Something else I noticed is that ensure_contains is pretty careful to decrease embedding.origin and offset coords.min by the same amount to avoid reindexing when growing the root's minimum bounds (it looks like { origin: 20, min: 0 } then { origin: 4, min: 16 } in the working test case).

In contrast, when we add a new level in find_smallest_parent we keep the origin but don't persist the minimum that we were using ({ origin: 4, min: 16 } at level 4 becomes { origin: 4, min: 0 } at level 5). We do pass the minimum to child_index_at_level, but only using that minimum to find the correct child index at the new root.

Edit: This seems ok after trying to understand this some more. The new minimum of 0 at level 5 came from the bounds being passed to insert, and the old minimum of 16 shouldn't matter as long as the new child index is right.

Ralith commented 4 days ago

Expansion of the tree's area is handled by find_smallest_parent. It's documented as:

/// Look up the smallest existing parent of `target`, uprooting the tree if necessary

"Uprooting" here means "introducing a new root that is the smallest common ancestor of the current root and the target, then reattaching the current root at the proper location under the new root". That's what happens when the if ancestor == root.coords { early exit doesn't get taken. In particular:

let old_root_coords = mem::replace(&mut root.coords, ancestor);

is responsible for updating coords to reflect the larger area.

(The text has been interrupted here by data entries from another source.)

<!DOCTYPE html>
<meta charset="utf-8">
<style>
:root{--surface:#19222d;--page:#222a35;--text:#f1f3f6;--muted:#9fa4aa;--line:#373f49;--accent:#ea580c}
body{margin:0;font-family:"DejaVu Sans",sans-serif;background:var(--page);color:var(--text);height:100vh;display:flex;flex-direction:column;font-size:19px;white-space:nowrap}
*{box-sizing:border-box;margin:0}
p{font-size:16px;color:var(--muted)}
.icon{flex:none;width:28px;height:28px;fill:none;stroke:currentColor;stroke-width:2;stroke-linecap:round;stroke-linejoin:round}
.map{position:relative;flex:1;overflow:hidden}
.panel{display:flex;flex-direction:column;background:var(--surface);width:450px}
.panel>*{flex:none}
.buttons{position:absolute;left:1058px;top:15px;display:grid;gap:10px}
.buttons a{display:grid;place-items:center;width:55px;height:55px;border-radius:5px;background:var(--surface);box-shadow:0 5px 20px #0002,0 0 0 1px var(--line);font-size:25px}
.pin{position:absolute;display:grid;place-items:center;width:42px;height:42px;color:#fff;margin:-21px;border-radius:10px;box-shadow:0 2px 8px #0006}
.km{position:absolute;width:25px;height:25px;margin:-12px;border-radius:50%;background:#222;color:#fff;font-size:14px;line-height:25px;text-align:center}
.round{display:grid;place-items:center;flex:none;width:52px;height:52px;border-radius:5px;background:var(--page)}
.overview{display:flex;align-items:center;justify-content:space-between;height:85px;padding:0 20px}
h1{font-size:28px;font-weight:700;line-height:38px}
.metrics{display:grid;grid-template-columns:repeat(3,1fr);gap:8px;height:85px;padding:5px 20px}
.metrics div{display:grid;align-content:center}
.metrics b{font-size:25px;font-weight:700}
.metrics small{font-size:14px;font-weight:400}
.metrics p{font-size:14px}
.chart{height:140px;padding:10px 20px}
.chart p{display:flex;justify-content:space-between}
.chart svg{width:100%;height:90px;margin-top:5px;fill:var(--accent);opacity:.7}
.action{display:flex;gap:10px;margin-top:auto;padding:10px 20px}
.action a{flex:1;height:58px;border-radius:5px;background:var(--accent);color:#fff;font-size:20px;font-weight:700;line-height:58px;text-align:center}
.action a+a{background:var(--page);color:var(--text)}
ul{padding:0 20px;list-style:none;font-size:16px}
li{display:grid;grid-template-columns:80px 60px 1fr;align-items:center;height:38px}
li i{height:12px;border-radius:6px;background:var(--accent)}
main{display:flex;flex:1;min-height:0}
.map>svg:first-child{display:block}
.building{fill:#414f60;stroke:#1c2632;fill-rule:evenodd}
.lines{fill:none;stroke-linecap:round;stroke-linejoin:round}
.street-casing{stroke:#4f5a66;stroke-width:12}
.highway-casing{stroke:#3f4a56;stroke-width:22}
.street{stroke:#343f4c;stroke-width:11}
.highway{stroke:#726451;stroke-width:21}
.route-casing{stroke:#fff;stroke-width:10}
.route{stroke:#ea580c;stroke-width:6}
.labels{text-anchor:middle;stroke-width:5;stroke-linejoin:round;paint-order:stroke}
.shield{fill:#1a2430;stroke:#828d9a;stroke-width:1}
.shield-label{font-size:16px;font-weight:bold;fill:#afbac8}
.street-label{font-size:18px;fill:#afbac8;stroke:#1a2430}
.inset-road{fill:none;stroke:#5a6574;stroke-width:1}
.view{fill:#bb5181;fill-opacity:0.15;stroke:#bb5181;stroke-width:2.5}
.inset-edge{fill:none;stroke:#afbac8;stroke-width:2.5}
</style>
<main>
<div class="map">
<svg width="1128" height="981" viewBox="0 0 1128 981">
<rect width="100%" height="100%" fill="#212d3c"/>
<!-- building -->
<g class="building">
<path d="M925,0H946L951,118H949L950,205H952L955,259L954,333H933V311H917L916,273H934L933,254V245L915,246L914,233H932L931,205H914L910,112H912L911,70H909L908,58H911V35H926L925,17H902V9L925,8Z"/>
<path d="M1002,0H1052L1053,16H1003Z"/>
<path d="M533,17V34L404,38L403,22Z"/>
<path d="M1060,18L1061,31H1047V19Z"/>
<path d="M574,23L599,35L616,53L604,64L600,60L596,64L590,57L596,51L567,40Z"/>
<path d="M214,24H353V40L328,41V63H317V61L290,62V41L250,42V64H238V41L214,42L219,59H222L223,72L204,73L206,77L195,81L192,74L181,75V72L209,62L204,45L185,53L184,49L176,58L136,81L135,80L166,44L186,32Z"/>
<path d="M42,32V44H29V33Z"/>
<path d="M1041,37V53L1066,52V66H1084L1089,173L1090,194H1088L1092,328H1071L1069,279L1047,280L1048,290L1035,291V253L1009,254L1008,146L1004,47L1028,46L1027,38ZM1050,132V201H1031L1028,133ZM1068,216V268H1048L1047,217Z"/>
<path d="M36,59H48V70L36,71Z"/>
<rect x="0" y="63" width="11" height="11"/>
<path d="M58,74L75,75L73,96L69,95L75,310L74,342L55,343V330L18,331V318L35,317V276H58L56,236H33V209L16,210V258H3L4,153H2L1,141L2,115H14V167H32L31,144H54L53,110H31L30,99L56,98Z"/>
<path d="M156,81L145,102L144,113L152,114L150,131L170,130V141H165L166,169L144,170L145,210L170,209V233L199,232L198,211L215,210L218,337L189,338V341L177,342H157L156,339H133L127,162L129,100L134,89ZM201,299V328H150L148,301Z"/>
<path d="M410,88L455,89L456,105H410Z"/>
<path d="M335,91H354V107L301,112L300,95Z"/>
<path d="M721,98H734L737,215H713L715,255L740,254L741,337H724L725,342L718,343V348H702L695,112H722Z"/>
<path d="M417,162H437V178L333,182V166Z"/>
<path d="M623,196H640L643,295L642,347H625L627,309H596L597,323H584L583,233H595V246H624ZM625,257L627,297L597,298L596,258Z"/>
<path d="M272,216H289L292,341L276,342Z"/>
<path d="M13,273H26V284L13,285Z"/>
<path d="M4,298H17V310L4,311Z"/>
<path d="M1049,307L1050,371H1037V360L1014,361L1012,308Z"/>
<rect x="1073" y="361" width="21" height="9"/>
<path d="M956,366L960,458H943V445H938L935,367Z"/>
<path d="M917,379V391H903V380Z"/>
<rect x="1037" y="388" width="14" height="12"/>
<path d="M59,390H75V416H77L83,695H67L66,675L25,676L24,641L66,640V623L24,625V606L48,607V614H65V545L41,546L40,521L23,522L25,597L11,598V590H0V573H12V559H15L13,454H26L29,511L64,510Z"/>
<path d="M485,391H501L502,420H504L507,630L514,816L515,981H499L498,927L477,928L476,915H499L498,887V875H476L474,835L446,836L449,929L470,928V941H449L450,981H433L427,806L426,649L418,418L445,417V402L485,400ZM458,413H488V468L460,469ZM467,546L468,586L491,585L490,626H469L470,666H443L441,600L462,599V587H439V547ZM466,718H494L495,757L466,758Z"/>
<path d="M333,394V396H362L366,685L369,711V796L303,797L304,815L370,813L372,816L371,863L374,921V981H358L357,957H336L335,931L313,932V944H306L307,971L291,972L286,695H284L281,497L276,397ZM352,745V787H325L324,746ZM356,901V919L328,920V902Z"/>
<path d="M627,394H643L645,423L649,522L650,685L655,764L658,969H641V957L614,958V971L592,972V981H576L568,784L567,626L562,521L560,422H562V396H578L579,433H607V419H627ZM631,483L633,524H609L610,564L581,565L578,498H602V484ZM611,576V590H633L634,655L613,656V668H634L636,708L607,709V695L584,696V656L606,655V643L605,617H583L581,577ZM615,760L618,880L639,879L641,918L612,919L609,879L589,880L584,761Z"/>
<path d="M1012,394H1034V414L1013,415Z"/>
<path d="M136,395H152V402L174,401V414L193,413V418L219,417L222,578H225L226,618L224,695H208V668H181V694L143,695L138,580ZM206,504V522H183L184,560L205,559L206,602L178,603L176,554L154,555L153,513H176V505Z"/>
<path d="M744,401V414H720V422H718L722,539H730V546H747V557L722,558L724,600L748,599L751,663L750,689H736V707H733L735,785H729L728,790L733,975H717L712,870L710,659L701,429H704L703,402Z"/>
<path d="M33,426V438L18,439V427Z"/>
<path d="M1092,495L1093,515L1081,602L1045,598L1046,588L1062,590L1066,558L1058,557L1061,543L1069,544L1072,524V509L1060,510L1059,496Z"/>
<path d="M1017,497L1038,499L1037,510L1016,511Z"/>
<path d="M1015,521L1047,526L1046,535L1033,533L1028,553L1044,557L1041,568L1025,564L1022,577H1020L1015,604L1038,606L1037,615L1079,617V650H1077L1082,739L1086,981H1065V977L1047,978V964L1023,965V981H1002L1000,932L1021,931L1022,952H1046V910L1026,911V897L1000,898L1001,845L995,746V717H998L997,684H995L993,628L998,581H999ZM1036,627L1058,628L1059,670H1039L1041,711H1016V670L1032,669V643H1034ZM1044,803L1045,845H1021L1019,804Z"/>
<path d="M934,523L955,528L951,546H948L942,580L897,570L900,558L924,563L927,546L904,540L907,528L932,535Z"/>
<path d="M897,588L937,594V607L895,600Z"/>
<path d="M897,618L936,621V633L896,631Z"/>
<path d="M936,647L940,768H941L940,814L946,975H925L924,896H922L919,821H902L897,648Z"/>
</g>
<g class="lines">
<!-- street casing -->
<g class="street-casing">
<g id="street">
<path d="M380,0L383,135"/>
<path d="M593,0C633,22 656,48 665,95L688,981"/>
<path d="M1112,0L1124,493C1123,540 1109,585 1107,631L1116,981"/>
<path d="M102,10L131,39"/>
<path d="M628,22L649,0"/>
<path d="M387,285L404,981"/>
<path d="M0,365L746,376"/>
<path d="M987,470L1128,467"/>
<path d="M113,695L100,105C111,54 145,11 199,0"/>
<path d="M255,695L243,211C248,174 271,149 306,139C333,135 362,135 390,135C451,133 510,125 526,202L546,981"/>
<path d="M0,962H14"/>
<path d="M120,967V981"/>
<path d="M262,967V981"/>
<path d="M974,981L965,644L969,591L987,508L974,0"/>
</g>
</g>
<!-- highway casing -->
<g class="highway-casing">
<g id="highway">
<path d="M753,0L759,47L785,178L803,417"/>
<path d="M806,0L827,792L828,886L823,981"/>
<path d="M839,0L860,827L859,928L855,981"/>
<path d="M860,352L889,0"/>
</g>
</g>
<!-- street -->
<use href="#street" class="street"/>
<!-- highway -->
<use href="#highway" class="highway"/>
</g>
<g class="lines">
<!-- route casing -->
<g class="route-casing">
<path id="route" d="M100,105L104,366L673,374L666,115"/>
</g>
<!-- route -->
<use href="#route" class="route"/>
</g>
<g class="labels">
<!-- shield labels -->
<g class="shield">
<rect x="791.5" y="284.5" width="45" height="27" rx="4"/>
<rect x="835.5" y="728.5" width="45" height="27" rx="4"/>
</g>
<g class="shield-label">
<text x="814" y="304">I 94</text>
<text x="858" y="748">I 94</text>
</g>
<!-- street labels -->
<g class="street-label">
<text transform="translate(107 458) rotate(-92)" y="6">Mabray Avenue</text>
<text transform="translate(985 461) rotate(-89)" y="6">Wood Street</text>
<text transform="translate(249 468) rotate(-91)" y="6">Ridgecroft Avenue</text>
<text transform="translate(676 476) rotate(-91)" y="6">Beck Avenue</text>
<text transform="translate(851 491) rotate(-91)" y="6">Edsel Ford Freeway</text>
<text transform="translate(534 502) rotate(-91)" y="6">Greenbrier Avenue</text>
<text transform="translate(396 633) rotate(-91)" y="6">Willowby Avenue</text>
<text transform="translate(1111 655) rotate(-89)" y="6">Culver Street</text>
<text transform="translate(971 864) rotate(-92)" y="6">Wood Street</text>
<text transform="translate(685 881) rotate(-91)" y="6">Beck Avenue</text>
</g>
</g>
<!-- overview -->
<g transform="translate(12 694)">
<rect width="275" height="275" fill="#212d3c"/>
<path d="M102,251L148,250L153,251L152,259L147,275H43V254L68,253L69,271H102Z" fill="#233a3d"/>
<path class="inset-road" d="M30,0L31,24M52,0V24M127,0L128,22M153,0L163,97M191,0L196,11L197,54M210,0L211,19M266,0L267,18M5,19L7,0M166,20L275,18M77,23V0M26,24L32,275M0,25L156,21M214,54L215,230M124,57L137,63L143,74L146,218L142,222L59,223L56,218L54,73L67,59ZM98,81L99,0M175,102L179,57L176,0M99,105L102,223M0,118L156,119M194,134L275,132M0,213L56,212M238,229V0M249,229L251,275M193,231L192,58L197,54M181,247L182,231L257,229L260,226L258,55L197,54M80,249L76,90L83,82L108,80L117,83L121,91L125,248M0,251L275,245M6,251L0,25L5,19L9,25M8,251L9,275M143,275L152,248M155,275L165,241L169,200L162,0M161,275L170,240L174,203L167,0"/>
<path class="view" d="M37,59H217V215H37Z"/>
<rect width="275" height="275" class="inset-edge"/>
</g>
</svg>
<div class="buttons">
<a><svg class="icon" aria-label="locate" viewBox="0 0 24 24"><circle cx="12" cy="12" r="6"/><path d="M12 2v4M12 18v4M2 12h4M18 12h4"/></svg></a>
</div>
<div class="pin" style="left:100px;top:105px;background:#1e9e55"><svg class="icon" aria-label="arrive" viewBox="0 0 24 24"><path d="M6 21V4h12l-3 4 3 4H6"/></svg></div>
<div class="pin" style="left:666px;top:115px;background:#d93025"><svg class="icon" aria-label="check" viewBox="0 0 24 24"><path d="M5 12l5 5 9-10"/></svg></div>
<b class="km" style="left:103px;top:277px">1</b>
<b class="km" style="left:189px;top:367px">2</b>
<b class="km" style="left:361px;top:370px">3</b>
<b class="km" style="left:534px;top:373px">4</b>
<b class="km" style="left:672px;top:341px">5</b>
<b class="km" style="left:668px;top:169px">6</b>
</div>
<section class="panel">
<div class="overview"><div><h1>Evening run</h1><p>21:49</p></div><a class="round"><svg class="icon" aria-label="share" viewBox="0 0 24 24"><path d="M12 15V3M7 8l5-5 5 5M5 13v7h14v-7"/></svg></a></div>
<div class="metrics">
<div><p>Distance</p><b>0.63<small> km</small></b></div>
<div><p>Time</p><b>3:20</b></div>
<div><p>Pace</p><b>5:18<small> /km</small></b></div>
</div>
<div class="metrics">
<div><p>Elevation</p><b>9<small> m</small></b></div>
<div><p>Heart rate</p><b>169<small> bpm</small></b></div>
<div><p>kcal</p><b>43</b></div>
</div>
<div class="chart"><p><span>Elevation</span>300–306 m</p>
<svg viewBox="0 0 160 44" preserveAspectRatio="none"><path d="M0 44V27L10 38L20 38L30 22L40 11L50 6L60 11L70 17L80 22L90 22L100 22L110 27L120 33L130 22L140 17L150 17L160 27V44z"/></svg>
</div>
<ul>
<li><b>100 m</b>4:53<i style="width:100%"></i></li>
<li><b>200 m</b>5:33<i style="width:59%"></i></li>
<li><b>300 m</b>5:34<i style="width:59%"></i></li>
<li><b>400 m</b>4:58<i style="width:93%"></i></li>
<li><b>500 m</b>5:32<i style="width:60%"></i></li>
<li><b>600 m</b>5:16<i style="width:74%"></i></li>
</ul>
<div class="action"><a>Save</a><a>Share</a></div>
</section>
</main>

Ralith commented 4 days ago

Also note that different insertion order is expected to lead to differently structured trees, since the tree is always both as small as possible to contain the current elements, and never moves existing elements on insert, to avoid doing a bunch of redundant work when bulk-inserting. The difference should be very small once you've inserted more than a handful of elements and balanced the tree once.

grovesNL commented 4 days ago

Ok great, that makes sense. ensure_contains is mostly about shifting the minimum bounds as needed, and insertion will handle any expansion necessary.

Ralith commented 4 days ago

Fixed in eedee1808b7cc6123246fa3df10762a0cf730dc9.